Look at them and you think Luv Ya Blue.
You think Oilers.
NASHVILLE, Tenn. – How do you revive Oilers' aesthetics while convincing people it's a Titans' identity?
That’s the balancing act the Titans are attempting with their new logo and uniform redesign.
The big elements scream Oilers.
Call it Titans blue if you want, but we know where and when that distinctive shade entered the NFL’s color palette. The red and white are Oilers, too. So are the numbers. So is the white helmet.
Tennessee? The new shield logo. A Titans breastplate on the blue jersey. A Tennessee one on the white. And a handful of smaller symbolic touches.
The Titans are 27 years old and still have a bit of an identity crisis. When the Tennessee Oilers arrived here in 1997, Bud Adams planned no name change. Fans demanded it and the league pushed him to cede to pressure.
After two attempts to be independently Titans, now the franchise is flipping almost all the way back.

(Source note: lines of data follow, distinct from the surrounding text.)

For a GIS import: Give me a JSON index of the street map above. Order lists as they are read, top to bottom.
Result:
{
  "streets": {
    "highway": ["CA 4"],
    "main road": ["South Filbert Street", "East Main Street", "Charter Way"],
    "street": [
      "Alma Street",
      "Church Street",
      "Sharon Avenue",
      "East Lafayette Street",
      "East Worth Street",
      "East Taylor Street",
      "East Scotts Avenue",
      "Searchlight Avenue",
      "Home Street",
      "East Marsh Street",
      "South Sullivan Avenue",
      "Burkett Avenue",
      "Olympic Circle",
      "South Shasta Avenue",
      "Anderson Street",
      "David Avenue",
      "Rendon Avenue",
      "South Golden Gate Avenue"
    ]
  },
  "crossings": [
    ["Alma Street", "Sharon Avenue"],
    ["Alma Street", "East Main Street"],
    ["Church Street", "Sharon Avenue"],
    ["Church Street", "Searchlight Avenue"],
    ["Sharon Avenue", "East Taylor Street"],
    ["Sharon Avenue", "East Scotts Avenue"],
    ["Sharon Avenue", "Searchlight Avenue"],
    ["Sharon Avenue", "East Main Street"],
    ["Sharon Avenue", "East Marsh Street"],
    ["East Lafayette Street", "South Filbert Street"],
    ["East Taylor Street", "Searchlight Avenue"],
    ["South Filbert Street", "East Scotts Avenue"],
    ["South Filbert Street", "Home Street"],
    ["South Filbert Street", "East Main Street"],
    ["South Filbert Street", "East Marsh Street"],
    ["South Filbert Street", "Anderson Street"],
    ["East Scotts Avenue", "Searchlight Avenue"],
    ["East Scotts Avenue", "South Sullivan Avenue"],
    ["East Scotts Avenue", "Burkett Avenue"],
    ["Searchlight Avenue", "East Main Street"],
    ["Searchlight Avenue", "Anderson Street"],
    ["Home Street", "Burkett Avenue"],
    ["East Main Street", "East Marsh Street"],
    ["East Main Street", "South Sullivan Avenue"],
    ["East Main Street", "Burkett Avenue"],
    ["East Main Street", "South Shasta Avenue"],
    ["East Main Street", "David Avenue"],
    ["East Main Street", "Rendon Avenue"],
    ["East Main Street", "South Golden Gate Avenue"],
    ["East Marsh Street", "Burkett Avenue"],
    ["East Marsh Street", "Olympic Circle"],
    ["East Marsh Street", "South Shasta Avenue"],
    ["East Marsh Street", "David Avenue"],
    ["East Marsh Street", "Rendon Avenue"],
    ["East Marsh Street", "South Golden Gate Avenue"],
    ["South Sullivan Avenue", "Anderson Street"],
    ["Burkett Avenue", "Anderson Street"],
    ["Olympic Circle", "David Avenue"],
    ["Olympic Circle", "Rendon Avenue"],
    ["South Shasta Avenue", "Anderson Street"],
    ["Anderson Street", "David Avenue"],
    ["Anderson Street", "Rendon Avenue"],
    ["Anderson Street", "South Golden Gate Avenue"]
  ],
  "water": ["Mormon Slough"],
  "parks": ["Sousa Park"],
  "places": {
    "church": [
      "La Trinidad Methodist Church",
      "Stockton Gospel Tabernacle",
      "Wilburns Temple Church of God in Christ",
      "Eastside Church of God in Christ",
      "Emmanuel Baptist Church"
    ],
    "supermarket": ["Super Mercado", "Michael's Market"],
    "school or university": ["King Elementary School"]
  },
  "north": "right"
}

The fireball logo will exist as throwback nostalgia. The original two-tone blues they wore from 1999 to 2018 were largely preferred to what replaced them, a set that switched from white to navy helmets and emphasized more navy overall for most of its eight-year run.
The popularity of the Oilers throwbacks worn for two games in both 2023 and 2024 overwhelmed the team and prompted it to “change the constitution of our team store,” said Titans president and chief executive officer Burke Nihill. It wasn’t just fans, but players loved them too.
And the Titans have always been protective of their history and legacy.
They scoff when the Texans court old Oilers and loved it when Texans J.J. Watt and DeAndre Hopkins were on social media pining for the Oilers uniforms. The University of Houston busted out the color scheme to start its 2023 season and got a cease-and-desist letter from the NFL’s licensing and merchandising division, according to ESPN.com.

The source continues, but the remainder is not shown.